Maybe inside a pill bottle with holes in it might work.

Toss a few deep under a deck or porch, keeps critters and snakes away and can't be gotten to by kids/pets.


----------



## Quack Addict (Aug 10, 2006)

We usually find trace evidence of a mouse in our fifth wheel in the spring. My wife laid out enough moth balls in the fall when we winterized that most grandmas would be envious. No effect other than making the place smell like grandmas. And a strange compulsion to cover the sofa with clear vinyl.

Last year the pest control home remedy of her choice was Irish Spring bar soap. She bought about 25 bars, opened them up and left them all around in strategic locations in the trailer. No effect other than making the inside smell like Irish Spring. There were even mouse gnaw marks on several of the bars of soap when I opened it up this year


----------



## A.M. General (May 3, 2001)

Mice are my main concern so I was curious if moth balls are the trick. I've already found evidence this summer as well as a volleyball sized yellow jacket hive in with the water tank.


----------



## outside4me (Jan 13, 2012)

Yep... their just not for the ceder chest.
I remember dad scattering a box or two in the barn and the garage walls to rid critters .
I use them now too around the home . I 'll put some on the sleds foot boards when in storage, in around the garage, shed...were ever they might like to take up residents.
I live in a modular home and we had some inbetween the floor gnawing at things at night ... very anoying :rant: 
Since we were getting ready to re-carpet the place , I pulled back the carpet in the corners and drilled a hole in the floor . Dropped a few in the hole and plugged it up and laid the carpet back down .
They moved out !!
This was the 1st time I forgot to scatter a box or two under the house in the fall .
Now I always have a box on hand


----------



## jimbo (Dec 29, 2007)

A.M. General said:


> Mice are my main concern so I was curious if moth balls are the trick. I've already found evidence this summer as well as a volleyball sized yellow jacket hive in with the water tank.

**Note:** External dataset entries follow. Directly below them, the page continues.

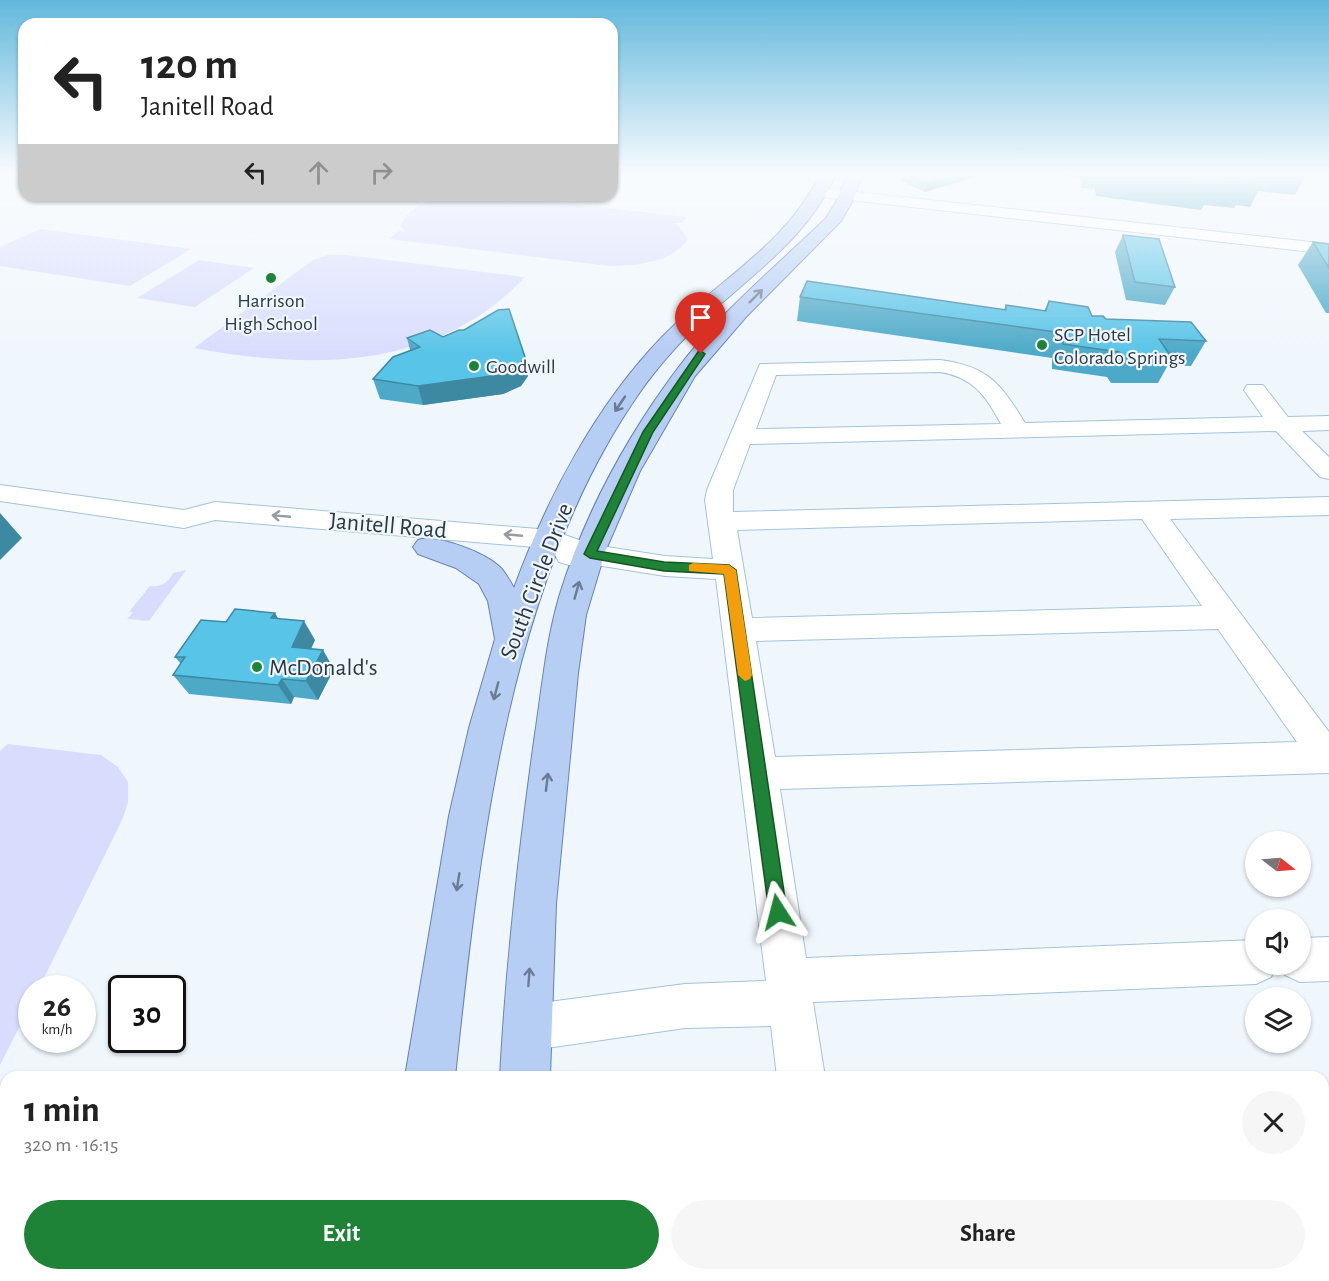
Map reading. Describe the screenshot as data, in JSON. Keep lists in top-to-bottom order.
{
  "streets": {
    "main road": ["South Circle Drive"],
    "street": ["Janitell Road"]
  },
  "crossings": [
    ["Janitell Road", "South Circle Drive"]
  ],
  "places": [
    "Harrison High School",
    "SCP Hotel Colorado Springs",
    "Goodwill",
    "McDonald's"
  ],
  "north": "right",
  "page": {
    "turn": ["120 m", "Janitell Road"],
    "speed": "26 km/h",
    "limit": "30",
    "heading": ["1 min", "320 m · 16:15"],
    "buttons": ["Exit", "Share"]
  }
}
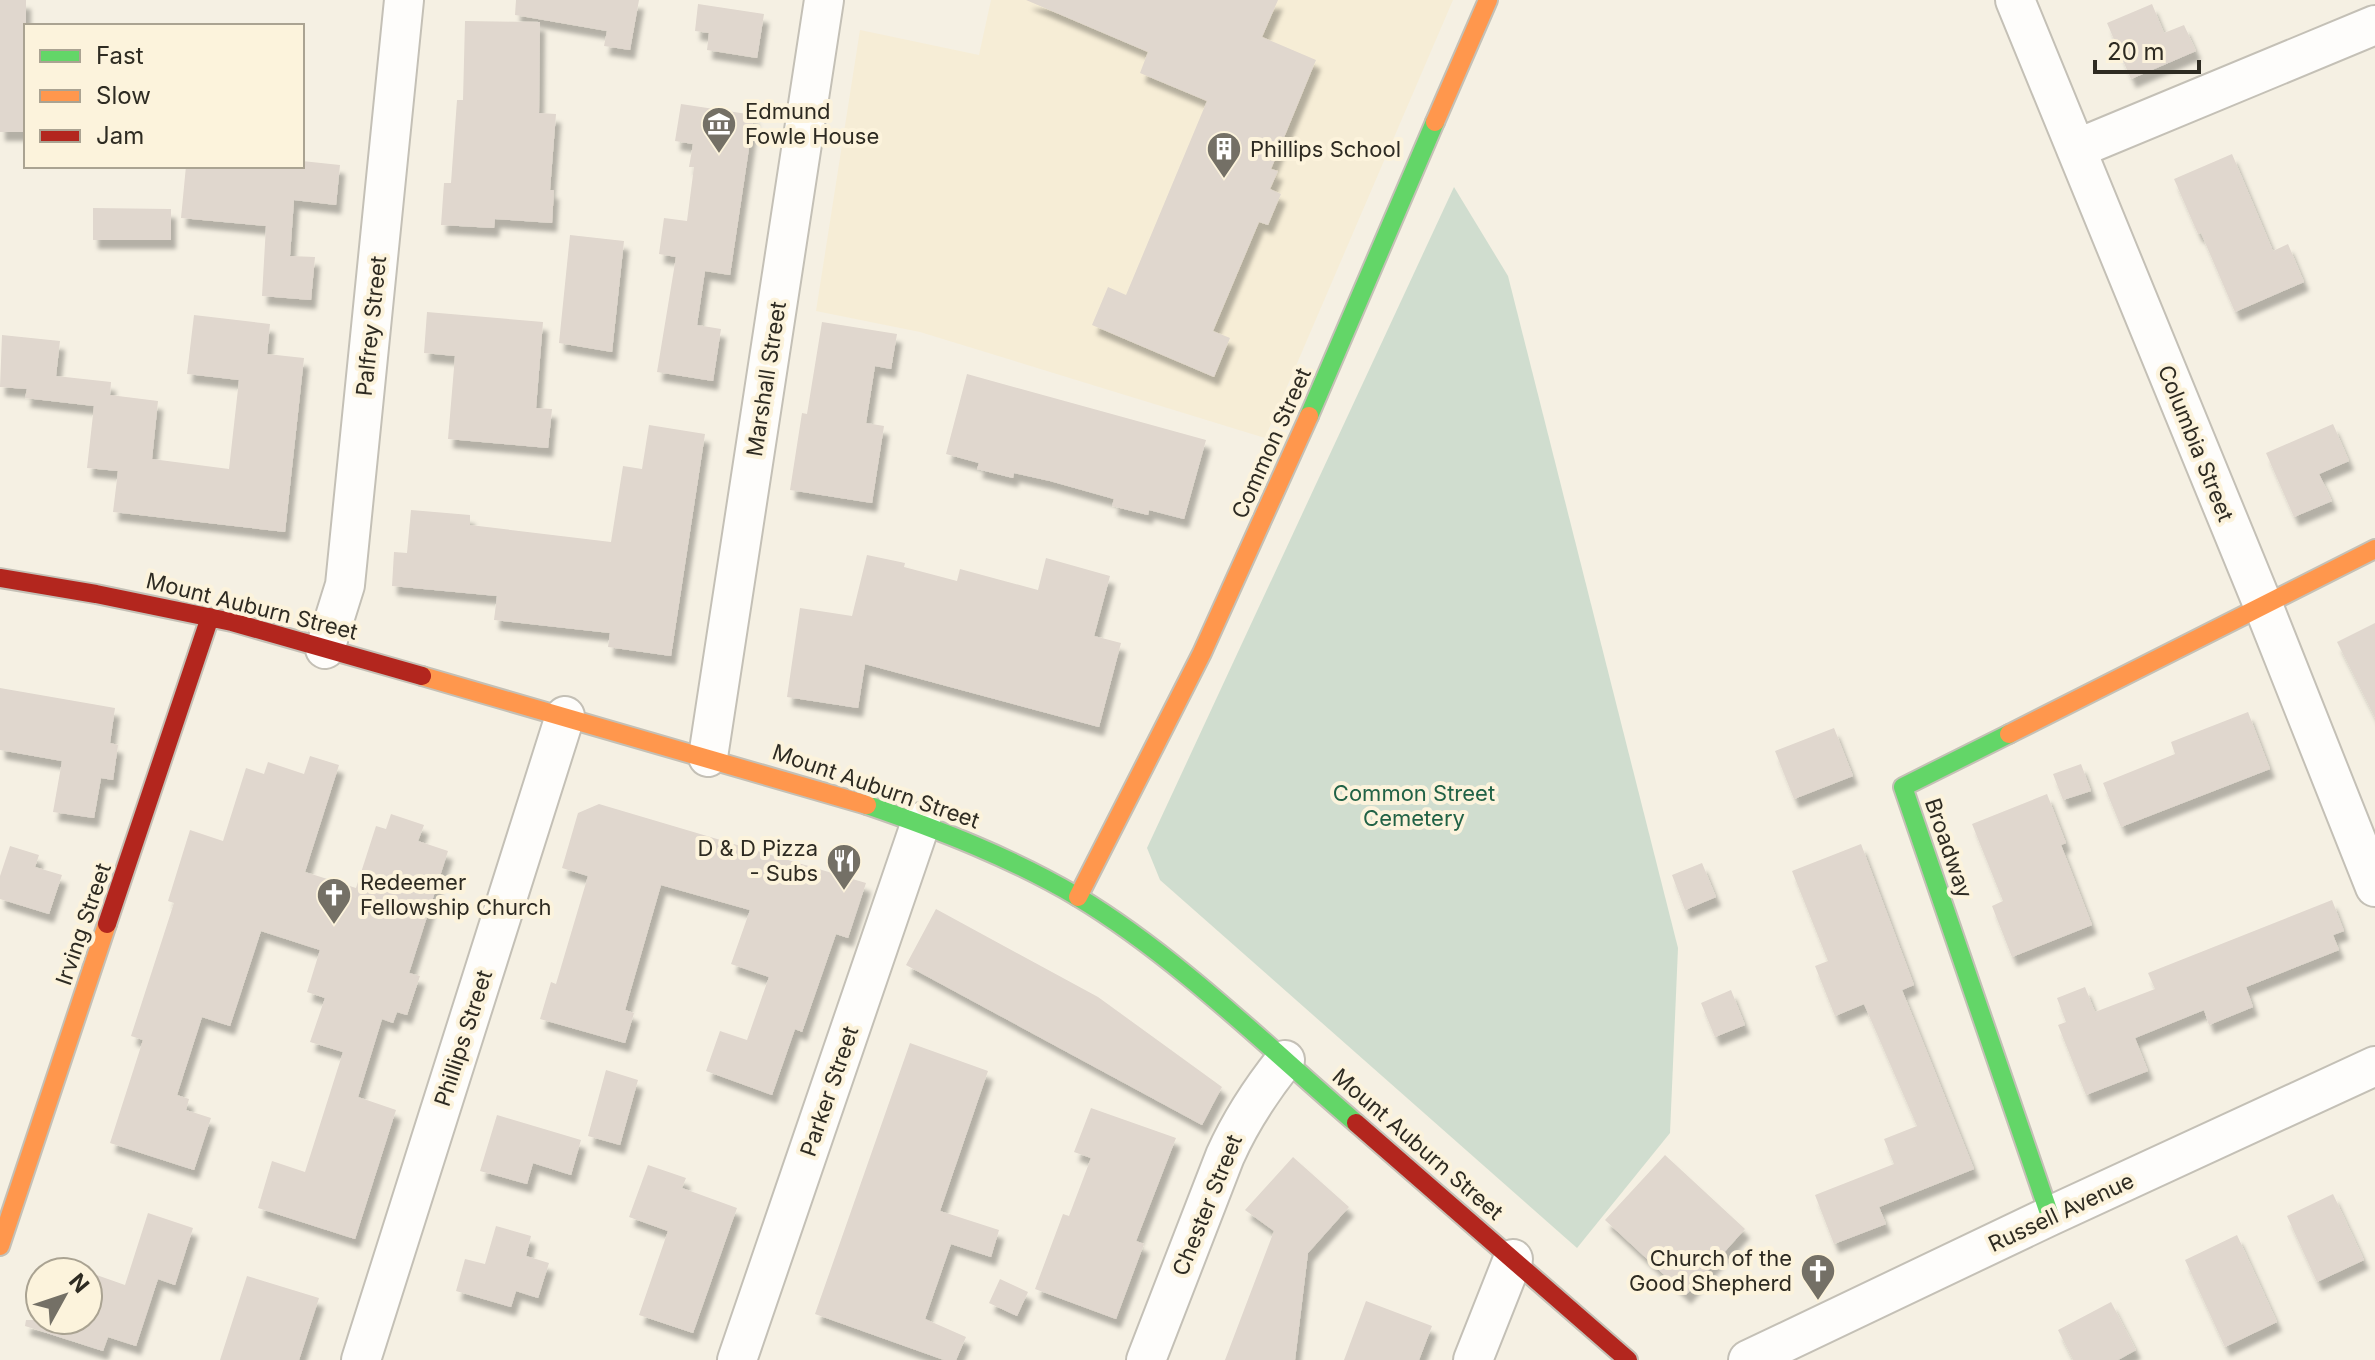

 are you saying they didn't work on the bees?
I've put moth balls in the shed to get rid of wasp befre, & it worked


----------



## A.M. General (May 3, 2001)

I haven't had any moth balls in the camper. The bees and mice droppings have put me on a mission to find something that will prevent critters making homes in my camper. If they work on wasps and bees, I'll be extremely happy. That was a headache trying to keep the foldaway seat propped up while spraying the hive. Those things were flying all over inside the camper but luckily I didn't get stung.


----------



## Curt (Jan 5, 2011)

I've been told that cotton balls saturated with peppermint oil (purchased at a drug store) will repel mice. I know someone who places these throughout their summer home before closing things up for the winter and swears that it works. I'm wondering if anyone else has tried this. I'm going to try it in my boat this winter.


----------



## KS up north (Jan 2, 2004)

I have heard of good results repelling mice using drier sheets.

Makes the place smell purty too


----------



## A.M. General (May 3, 2001)

Dryer sheets sound like a better idea and better smell too.

Sent from my SCH-I800 using Ohub Campfire mobile app


----------



## link523 (Dec 1, 2006)

I have dryer sheets in my camper. Its not working for me headed up friday going to try peppermint oil and battery powered ultrasonic repeller for amazon. I will let you know how it works. Headed back up 10/4 to check and bow hunt


----------



## Greenbush future (Sep 8, 2005)

link523 said:


> I have dryer sheets in my camper. Its not working for me headed up friday going to try peppermint oil and battery powered ultrasonic repeller for amazon. I will let you know how it works. Headed back up 10/4 to check and bow hunt


You are the 2nd person who has mentioned to me this doesn't work.


----------



## neazor91 (Aug 4, 2008)

Dryer sheets didn't work for me at all. I tried the D-con mouse poison pellet packs. The mice chewed into the packets like they're supposed to, but they deposited the pellets in a pile in a compartment under the live well of my boat. I think they're taunting me!

Mike


----------